Back to this thread's topic though, as far as I've seen on the starting post and links there seem only to be specific recommendations for those who are SNS or PNS dominant. So being mixed/balanced (although out of whack by EBV etc) there's nothing new to consider with regards to nutrition from this?
 

Gestalt

Senior Member
Messages
251
Location
Canada
Read these two descriptions of INTJ's. They are much better. ;)
http://personalitycafe.com/intj-articles/24261-compleat-idiots-guide-intj.html
http://personalitycafe.com/socionic...description-best-intj-guide-ever-written.html

Balanced types are more complicated to treat from this perspective. Diet should be whole foods 50/50 mix of the lighter veggies and the heavier fats/proteins. If you ate almost only veggies or almost only ate meats this would not be good.

In terms of supplements you would mix 50/50 the SNS and PNS supplements using whichever you felt "better" on and whichever you think you may be running low on. Personally i would do some testing to check levels.

For EBV my nutrigenomics doc would probably go the route of using an Immune Factor. Yasko uses these as well.
Chisolm Lab's Immunfactor 1 https://www.naturalhealthconsult.com/Monographs/immunfactor.html

Oddly there is barely any info on the net on these. I am doing the one for candida, number 7.
 
Messages
9
Location
Norway
Really enjoyed the compleat idiots guide, gave me some good laughs :)

During my BTD years I tended very heavily on the meats side (much because a host of food sensitivities, little knowledge just moving out on my own and terribly small selection of foods in Norway). I believe I have balanced that more the later years as I moved along focusing more on whole foods and quality food sources.

I've had lots of tests the last two years with this post-viral fatigue. Just 1,5 weeks ago I did a lumbar punture, which I finally recovered from, and waiting for results. Not really expecting much, as the norwegian health care providers don't seem to care much as long as results are just somewhat outside reference range.. And the set of tests my GP can order is very restricted.
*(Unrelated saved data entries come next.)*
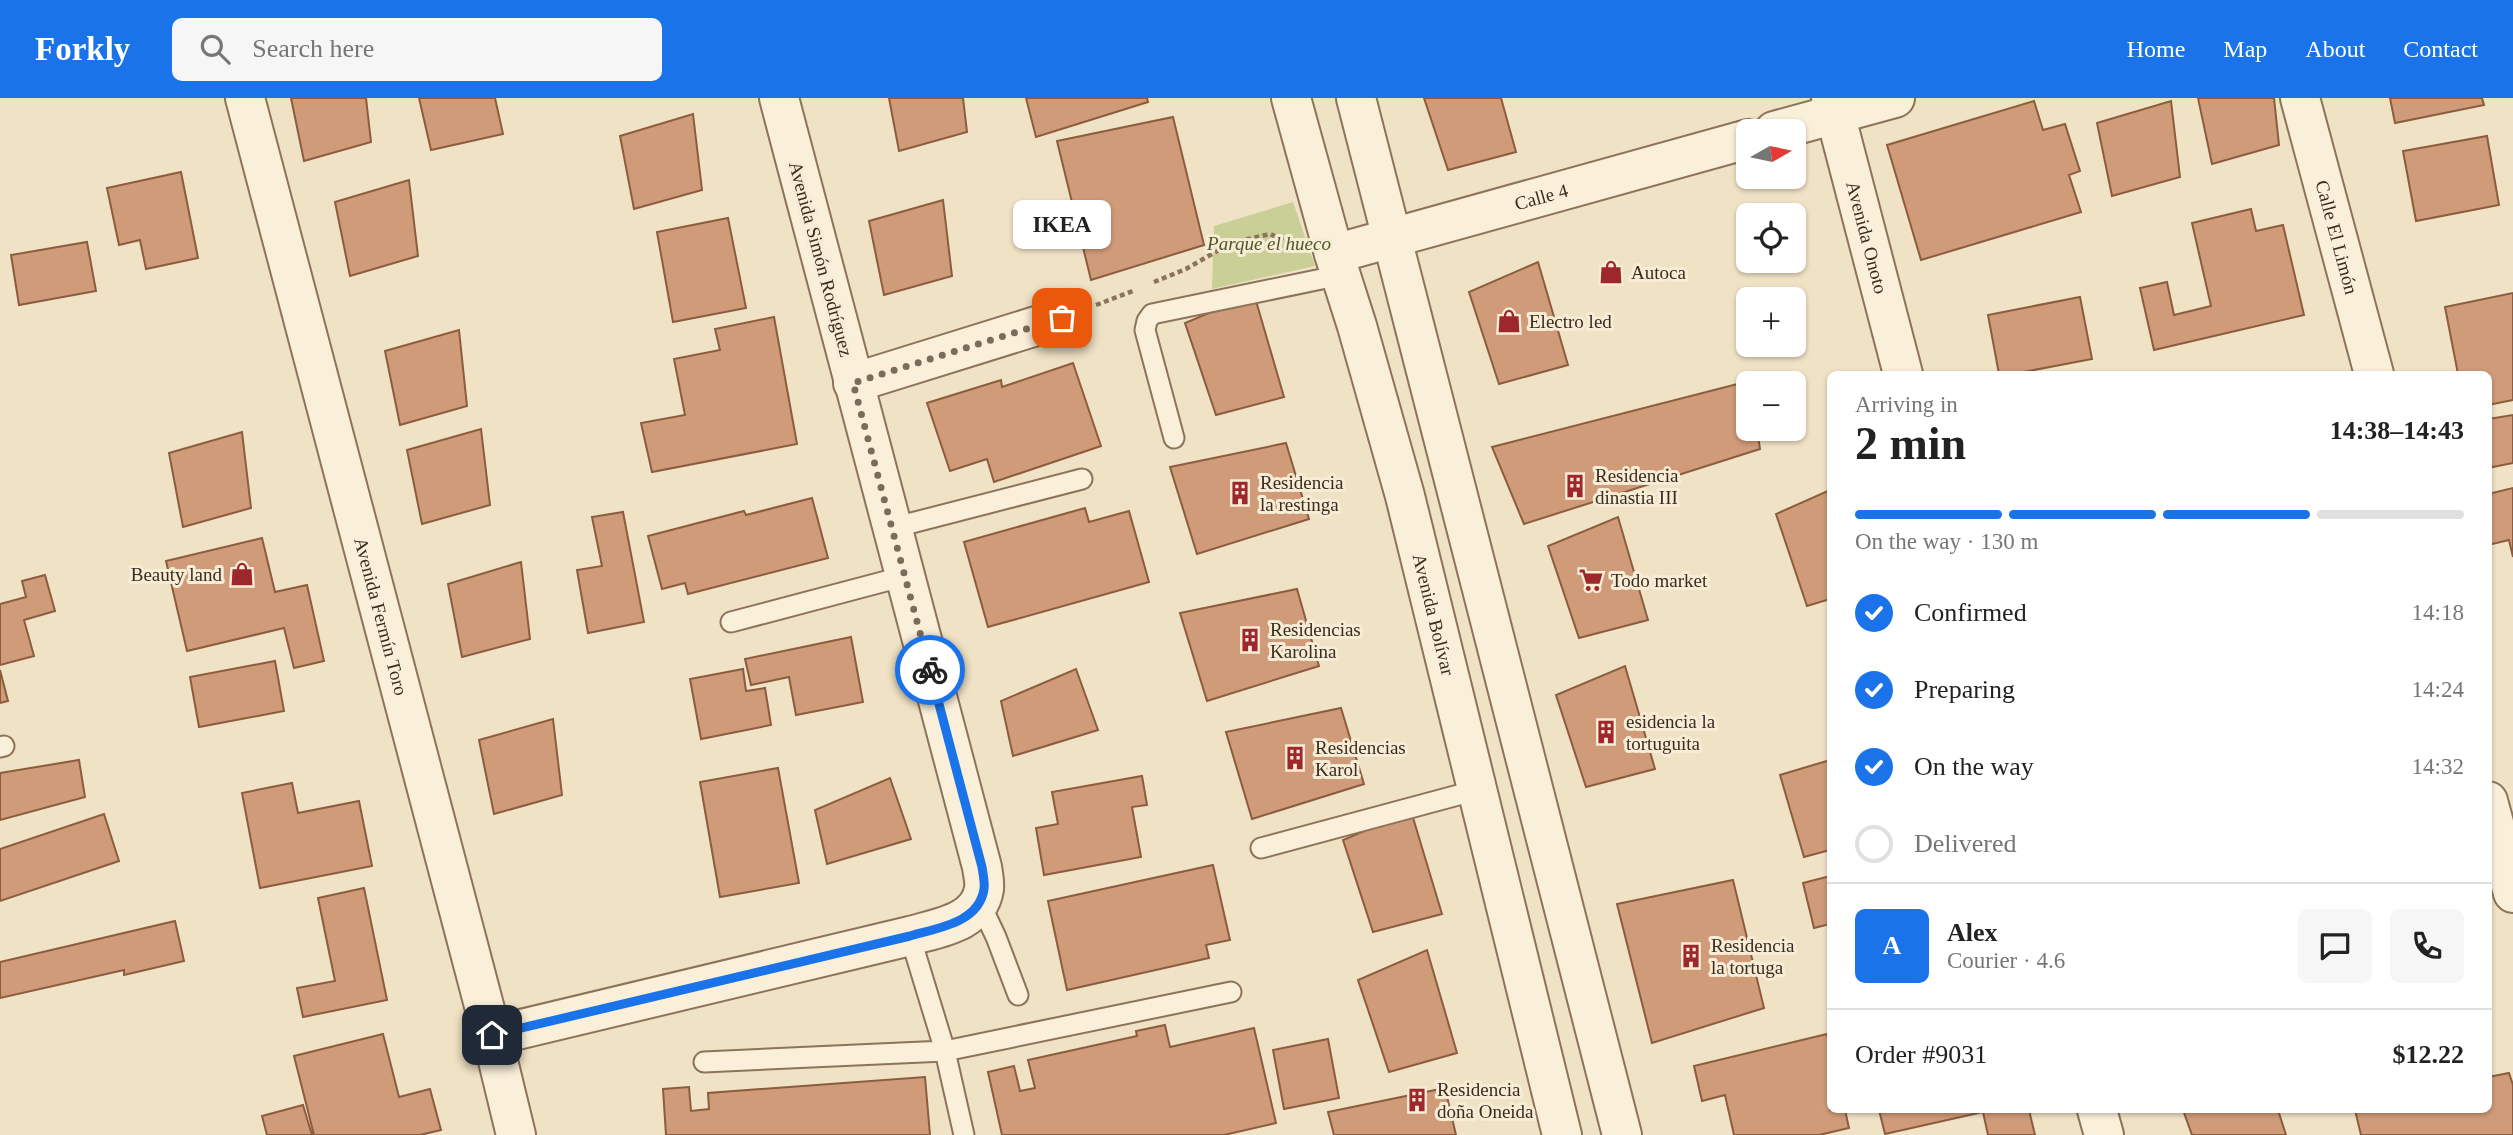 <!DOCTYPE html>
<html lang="en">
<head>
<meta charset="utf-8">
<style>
  :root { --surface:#fff; --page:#f6f6f6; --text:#222; --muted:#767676; --line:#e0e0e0; --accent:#1a73e8 }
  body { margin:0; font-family:Georgia,serif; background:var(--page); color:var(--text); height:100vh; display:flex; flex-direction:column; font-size:26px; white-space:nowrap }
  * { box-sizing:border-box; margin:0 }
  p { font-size:23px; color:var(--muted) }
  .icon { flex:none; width:38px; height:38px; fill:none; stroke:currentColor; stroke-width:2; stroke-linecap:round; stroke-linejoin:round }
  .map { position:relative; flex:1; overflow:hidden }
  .drawer { position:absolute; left:1827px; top:273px; width:665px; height:742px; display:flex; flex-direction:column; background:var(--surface); border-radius:10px; box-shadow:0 2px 5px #0004 }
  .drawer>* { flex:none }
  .needle { width:46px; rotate:81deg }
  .buttons { position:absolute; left:1736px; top:21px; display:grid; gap:14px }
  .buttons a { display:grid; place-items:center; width:70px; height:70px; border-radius:10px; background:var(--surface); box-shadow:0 2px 5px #0004; font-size:35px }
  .pin { position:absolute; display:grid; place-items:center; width:60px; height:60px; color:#fff; margin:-30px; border-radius:14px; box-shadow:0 4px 10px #0006 }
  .courier { position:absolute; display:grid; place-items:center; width:70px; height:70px; margin:-35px; border:5px solid #1a73e8; border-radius:50%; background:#fff; color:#222; box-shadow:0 2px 9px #0007 }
  .bubble { position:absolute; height:49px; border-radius:10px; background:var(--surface); box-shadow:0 2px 5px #0004; font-size:23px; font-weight:700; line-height:49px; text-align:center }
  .summary em { font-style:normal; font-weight:700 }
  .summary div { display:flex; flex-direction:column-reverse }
  .summary { display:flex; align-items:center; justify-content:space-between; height:119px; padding:0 28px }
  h1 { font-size:46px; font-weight:700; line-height:52px }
  .bar { display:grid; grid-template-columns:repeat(4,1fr); gap:10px 7px; align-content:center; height:84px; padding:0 28px }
  .bar i { height:9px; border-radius:5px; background:var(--line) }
  .bar .active { background:var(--accent) }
  .bar p { grid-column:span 4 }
  .line { display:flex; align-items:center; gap:18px; padding:0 28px; border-top:2px solid var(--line) }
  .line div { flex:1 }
  .round { display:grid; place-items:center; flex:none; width:74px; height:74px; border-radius:10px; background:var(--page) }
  ol { padding:0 28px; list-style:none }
  li { display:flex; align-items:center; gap:21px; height:77px }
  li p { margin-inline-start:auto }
  li .icon { padding:7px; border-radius:50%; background:var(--accent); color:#fff; stroke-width:4 }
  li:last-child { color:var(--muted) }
  li i { width:38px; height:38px; border:4px solid var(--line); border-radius:50% }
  header { display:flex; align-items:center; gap:42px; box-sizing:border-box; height:98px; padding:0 35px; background:var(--accent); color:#fff }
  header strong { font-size:33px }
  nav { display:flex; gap:38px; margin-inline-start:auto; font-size:24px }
  .search { width:490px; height:63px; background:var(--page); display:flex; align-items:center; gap:18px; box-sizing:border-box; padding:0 24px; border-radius:10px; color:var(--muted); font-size:26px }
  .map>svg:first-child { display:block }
</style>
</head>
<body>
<header>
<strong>Forkly</strong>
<div class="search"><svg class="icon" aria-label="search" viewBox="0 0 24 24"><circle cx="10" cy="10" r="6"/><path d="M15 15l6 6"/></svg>Search here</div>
<nav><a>Home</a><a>Map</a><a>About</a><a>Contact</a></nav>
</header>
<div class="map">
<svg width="2513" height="1037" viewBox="0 0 2513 1037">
  <rect width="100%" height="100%" fill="#f0e2c5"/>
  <path fill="#cacf98" d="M 1293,104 L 1315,168 L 1212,191 L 1214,128 Z"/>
  <path fill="#d09b79" stroke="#8c5c3f" stroke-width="2" d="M 291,0 L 366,0 L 371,44 L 304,63 Z
    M 419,0 L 495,0 L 503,36 L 431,52 Z
    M 889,0 L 963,0 L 967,34 L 899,53 Z
    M 1026,0 L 1147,0 L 1148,4 L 1036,39 Z
    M 1424,0 L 1501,0 L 1516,54 L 1448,72 Z
    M 2198,0 L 2274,0 L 2279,47 L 2212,66 Z
    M 2390,0 L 2482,0 L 2484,7 L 2395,25 Z
    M 2034,3 L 2043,32 L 2065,26 L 2080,73 L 2069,77 L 2081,114 L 1921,162 L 1887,47 Z
    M 2171,3 L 2180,79 L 2112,98 L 2097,25 Z
    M 693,16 L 702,92 L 634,111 L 620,38 Z
    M 1173,19 L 1204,147 L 1091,182 L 1057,43 Z
    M 2487,38 L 2499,107 L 2416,123 L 2403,53 Z
    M 181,74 L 198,160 L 146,171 L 140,142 L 119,147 L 107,90 Z
    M 409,82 L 418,158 L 350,178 L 335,104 Z
    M 943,102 L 952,178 L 884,197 L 869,123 Z
    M 2251,111 L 2256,133 L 2283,127 L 2304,217 L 2154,252 L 2140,190 L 2167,184 L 2174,217 L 2211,208 L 2192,125 Z
    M 728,120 L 746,210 L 673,224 L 657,134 Z
    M 87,144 L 96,193 L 19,207 L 11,157 Z
    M 1538,164 L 1568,267 L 1499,286 L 1469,194 Z
    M 2513,195 L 2513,302 L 2488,307 L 2488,276 L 2458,276 L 2445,209 Z
    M 1254,196 L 1284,299 L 1216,317 L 1185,225 Z
    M 2080,199 L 2092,261 L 2013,276 L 1999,276 L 1988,217 Z
    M 774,219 L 797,346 L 652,374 L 641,325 L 685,317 L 674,261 L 720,252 L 715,231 Z
    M 459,232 L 467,308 L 400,327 L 385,253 Z
    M 1073,265 L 1101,348 L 994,384 L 987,361 L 950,373 L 927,305 L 1001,282 L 1002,289 Z
    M 1749,283 L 1748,331 L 1757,331 L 1760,351 L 1524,426 L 1492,349 Z
    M 2513,317 L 2513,365 L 2488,370 L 2488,321 Z
    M 481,331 L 490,407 L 422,426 L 407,352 Z
    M 242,334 L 251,410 L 183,429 L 169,355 Z
    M 1286,345 L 1309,421 L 1197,456 L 1170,369 Z
    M 2513,390 L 2513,459 L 2509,442 L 2488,447 L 2488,396 Z
    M 1830,392 L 1830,501 L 1807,508 L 1776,416 Z
    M 812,400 L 828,460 L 688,496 L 685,485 L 662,491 L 648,438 L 744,413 L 746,417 Z
    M 1085,410 L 1089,424 L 1129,413 L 1149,484 L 988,529 L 964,444 Z
    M 623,414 L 644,524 L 588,535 L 577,472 L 602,468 L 592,419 Z
    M 1618,419 L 1648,522 L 1579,540 L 1548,448 Z
    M 262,440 L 275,494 L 307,487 L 324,563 L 294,570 L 284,530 L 187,553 L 166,463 Z
    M 521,464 L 530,541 L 462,559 L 448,486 Z
    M 45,477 L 55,513 L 24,522 L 34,558 L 0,567 L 0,506 L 26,499 L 22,483 Z
    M 1297,491 L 1319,568 L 1207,603 L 1180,515 Z
    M 851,539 L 863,604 L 796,617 L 789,579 L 751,587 L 745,561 Z
    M 275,563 L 284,613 L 199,629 L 190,579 Z
    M 1625,568 L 1655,671 L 1586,689 L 1556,597 Z
    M 743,571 L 746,593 L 765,590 L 771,627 L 701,641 L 690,581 Z
    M 1076,571 L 1098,632 L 1013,658 L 1001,603 Z
    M 0,572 L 8,603 L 0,605 Z
    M 1341,610 L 1364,686 L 1252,721 L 1226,634 Z
    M 553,621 L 562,697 L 494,716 L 479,642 Z
    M 79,662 L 85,699 L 0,722 L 0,675 Z
    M 1830,662 L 1830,752 L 1804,759 L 1780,677 Z
    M 778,670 L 799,785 L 720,799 L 700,684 Z
    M 1142,678 L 1147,707 L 1132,709 L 1141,759 L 1044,777 L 1036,730 L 1058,726 L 1052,694 Z
    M 890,680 L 911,741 L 827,766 L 815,712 Z
    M 292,685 L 298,715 L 359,703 L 372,768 L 260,790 L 242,695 Z
    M 1411,713 L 1442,816 L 1373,834 L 1343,742 Z
    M 104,716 L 119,763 L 0,803 L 0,751 Z
    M 1213,767 L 1230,842 L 1206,847 L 1209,860 L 1067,892 L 1048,803 Z
    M 1830,778 L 1830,826 L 1814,830 L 1803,785 Z
    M 1733,782 L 1764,910 L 1652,945 L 1617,806 Z
    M 364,790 L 387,902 L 303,919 L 297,890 L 335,883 L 318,800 Z
    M 175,823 L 184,863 L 124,877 L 124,872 L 0,900 L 0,864 Z
    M 1427,852 L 1457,955 L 1389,974 L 1358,882 Z
    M 1165,927 L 1170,949 L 1254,930 L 1276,1025 L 1224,1037 L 1002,1037 L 988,974 L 1014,968 L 1020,993 L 1035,990 L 1028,962 L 1137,938 L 1136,933 Z
    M 383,936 L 399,999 L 430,991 L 441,1032 L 420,1037 L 314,1037 L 294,958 Z
    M 1827,936 L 1830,949 L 1830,1012 L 1845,1012 L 1849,1030 L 1819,1037 L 1734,1037 L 1725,997 L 1702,1003 L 1694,968 Z
    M 1328,941 L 1339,1000 L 1284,1011 L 1273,952 Z
    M 2509,975 L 2513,987 L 2513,1037 L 2361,1037 L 2355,1012 L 2488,1012 L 2488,979 Z
    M 925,979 L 930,1037 L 666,1037 L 663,991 L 689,989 L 691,1013 L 709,1011 L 708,995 Z
    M 1445,990 L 1456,1037 L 1334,1037 L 1328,1014 Z
    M 303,1007 L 312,1037 L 267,1037 L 262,1018 Z
    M 1879,1012 L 2029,1012 L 2035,1037 L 1988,1037 L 1983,1014 L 1885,1036 Z
    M 2183,1012 L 2278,1012 L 2286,1037 L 2192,1037 Z"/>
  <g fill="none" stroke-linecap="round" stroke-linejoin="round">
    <g stroke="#8c735a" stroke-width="23">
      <path id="service" d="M 1174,340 L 1145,232 L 1147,223 L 1152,216 L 1341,177
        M 892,430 L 1082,381
        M 731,524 L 905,478
        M 0,649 L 4,648
        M 1261,750 L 1477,692
        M 979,803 L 996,839 L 1018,897
        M 910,838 L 945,953 L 964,1037
        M 704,964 L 945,953 L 1231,894"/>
    </g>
    <g stroke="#8c735a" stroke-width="42">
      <g id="minor">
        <path id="s1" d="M 245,0 L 492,938 L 516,1037"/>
        <path id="s2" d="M 1291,0 L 1334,156 L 1357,228 L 1405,398 L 1562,1037"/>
        <path d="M 1356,0 L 1622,1037"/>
        <path id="s3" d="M 1831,0 L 1903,276"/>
        <path id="s4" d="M 2300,0 L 2374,276"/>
        <path d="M 1774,33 L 1895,0"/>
        <path id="s5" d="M 1334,156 L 1748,41"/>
        <path d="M 853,285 L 1062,220"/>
        <path d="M 2488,703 L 2513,795"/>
        <path d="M 492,938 L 910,838 C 937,830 979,825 984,791 C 985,784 983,776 982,769 L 779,0"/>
        <path d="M 2097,1012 L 2104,1037"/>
      </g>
    </g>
    <path stroke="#8c735a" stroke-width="4.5" stroke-dasharray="5 3.5" stroke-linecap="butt" d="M 1154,184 L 1186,171 L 1231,145 L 1270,136 L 1291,145
      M 1096,207 L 1133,193"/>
    <use href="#service" stroke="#faefd9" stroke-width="19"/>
    <use href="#minor" stroke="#faefd9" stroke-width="38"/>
  </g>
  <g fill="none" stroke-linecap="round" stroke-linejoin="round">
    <path stroke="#7b6c59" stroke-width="7" stroke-dasharray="0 12.6" d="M 930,572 L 853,285 L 1062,220"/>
    <path stroke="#1a73e8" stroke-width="9" d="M 492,937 L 910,838 C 937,830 979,825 984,791 C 985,784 983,776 982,769 L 930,572"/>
  </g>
  <defs>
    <g id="shop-bare" transform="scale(1.89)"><path d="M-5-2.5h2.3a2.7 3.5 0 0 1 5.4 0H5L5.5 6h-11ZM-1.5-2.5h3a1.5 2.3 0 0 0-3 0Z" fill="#9e272b" stroke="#f7ecd5" stroke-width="2.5" paint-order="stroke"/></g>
    <g id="building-bare" transform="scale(1.89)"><path d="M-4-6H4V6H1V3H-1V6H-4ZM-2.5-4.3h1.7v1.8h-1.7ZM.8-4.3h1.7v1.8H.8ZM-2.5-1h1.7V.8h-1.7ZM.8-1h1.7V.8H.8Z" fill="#9e272b" stroke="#f7ecd5" stroke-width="2.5" paint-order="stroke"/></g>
    <g id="supermarket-bare" transform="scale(1.89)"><path d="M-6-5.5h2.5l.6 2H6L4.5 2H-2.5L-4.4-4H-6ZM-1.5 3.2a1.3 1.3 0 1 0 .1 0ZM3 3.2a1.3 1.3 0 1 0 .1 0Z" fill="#9e272b" stroke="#f7ecd5" stroke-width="2.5" paint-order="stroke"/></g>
  </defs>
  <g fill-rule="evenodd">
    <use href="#shop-bare" x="1611" y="174"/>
    <use href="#shop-bare" x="1509" y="223"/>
    <use href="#building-bare" x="1575" y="388"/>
    <use href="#building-bare" x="1240" y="395"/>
    <use href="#shop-bare" x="242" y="476"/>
    <use href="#supermarket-bare" x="1591" y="482"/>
    <use href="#building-bare" x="1250" y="542"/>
    <use href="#building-bare" x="1606" y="634"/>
    <use href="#building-bare" x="1295" y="660"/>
    <use href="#building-bare" x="1691" y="858"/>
    <use href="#building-bare" x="1417" y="1002"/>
  </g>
  <g text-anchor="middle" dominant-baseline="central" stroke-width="6" stroke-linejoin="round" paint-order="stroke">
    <g font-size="19" fill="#3c2c1f" stroke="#f7ecd5">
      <text stroke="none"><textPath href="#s5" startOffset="215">Calle 4</textPath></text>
      <text stroke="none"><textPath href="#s3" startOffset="144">Avenida Onoto</textPath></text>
      <text stroke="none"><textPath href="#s4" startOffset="144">Calle El Limón</textPath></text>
      <text transform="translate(821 161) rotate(75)">Avenida Simón Rodríguez</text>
      <text stroke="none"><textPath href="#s2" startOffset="536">Avenida Bolívar</textPath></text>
      <text stroke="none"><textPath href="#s1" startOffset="536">Avenida Fermín Toro</textPath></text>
    </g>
    <g font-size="19" font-style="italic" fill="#4d5924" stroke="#f7ecd5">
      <text x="1269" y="145">Parque el hueco</text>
    </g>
    <g font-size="19" fill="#3c2c1f" stroke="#f7ecd5" text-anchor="start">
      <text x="1631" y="174">Autoca</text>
      <text x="1529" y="223">Electro led</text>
      <text x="1595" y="377">Residencia<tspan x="1595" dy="22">dinastia III</tspan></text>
      <text x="1260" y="384">Residencia<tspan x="1260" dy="22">la restinga</tspan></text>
      <text x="222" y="476" text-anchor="end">Beauty land</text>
      <text x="1611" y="482">Todo market</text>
      <text x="1270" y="531">Residencias<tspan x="1270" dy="22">Karolina</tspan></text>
      <text x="1626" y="623">esidencia la<tspan x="1626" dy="22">tortuguita</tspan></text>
      <text x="1315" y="649">Residencias<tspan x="1315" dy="22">Karol</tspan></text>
      <text x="1711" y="847">Residencia<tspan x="1711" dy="22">la tortuga</tspan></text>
      <text x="1437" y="991">Residencia<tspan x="1437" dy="22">doña Oneida</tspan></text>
    </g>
  </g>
</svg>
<div class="buttons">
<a><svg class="needle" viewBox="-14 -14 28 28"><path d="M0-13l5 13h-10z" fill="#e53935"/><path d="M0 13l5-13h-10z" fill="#767676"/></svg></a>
<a><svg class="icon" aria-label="locate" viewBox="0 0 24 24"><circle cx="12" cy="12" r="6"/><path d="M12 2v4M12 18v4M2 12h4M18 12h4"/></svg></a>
<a>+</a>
<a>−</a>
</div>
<div class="pin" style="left:1062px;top:220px;background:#ea580c"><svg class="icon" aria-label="bag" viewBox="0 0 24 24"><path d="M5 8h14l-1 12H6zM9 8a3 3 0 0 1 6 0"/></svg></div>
<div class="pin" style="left:492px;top:937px;background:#1f2937"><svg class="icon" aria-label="home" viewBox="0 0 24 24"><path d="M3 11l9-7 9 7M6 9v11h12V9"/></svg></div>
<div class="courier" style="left:930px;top:572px"><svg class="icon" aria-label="bike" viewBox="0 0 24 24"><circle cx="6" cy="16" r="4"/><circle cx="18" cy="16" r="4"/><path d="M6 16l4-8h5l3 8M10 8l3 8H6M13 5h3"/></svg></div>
<div class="bubble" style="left:1013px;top:102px;width:98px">IKEA</div>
<section class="drawer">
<div class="summary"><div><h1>2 min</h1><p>Arriving in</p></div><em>14:38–14:43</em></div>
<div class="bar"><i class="active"></i><i class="active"></i><i class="active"></i><i></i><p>On the way · 130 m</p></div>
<ol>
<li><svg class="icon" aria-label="check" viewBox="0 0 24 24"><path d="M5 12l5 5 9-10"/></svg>Confirmed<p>14:18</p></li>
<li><svg class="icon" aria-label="check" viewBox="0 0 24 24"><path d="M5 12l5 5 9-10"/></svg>Preparing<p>14:24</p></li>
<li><svg class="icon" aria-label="check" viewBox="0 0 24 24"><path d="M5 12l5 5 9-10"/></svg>On the way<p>14:32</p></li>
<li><i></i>Delivered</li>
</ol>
<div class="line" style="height:126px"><b class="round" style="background:var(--accent);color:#fff">A</b><div><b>Alex</b><p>Courier · 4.6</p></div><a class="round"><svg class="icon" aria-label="chat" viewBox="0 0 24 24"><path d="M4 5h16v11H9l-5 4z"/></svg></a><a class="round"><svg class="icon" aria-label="phone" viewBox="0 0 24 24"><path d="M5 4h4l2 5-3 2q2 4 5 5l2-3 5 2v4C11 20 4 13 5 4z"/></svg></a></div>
<div class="line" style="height:91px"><div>Order #9031</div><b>$12.22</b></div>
</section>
</div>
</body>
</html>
Been looking for the best way to get a methylation pathways panel ordered, and what else might be useful. Been considering a few practitioners in the US, but recently been too weak to travel that far, so now looking for options in Europe unless I can get rested up for a trip.. Already have my 23andme results with lots of MTHFR homozygous mutations etc, and a stool test showing no lacto, low bifido, high alpha/gamma strep spp and low Secretory IgA - so requested bacteriotherapy-treatment at my local hospital, but no response from the professor yet..

If you have any suggestions for specific testing (and where I can read up on why it's important/how to act on the results) I'm very interested.

I've been recommended the Immune Factor earlier by a neurosensory/neuroimmune practitioner I consulted with last year (who also ordered the first MTHFR test), but since there's milk solids in it I've decided against it. I'm very sensitive to lactose, whey and caseine - just some lactose in a sleeping medication my neurologist talked me into trying put me into a two month sinusitis spiral I'm still not completely cleared of..
 

Gestalt

Senior Member
Messages
251
Location
Canada
You could do a MAP test from genova.
http://healthremedies.com/metabolic_analysis_profile_genova_diagnostics.html
Click on "sample report" on right hand side to see what it gives.
http://www.gdx.net/uk/product/53

Or something like the Metametrix ION panel

These are comprehensive panels that cover all the basics usually. It's standard procedure for most well educated "alternative" & functional medicine based doctors.

If you think you have an issue with something, try searching the Genova, Metametrix & Doctor's Data sites. Look through sample reports and interpretive guides. This will give you further hints to narrow things down. Most of the things they test for are actionable, sometimes it's hard to find the info though. Sometimes they only release certain info to practitioners.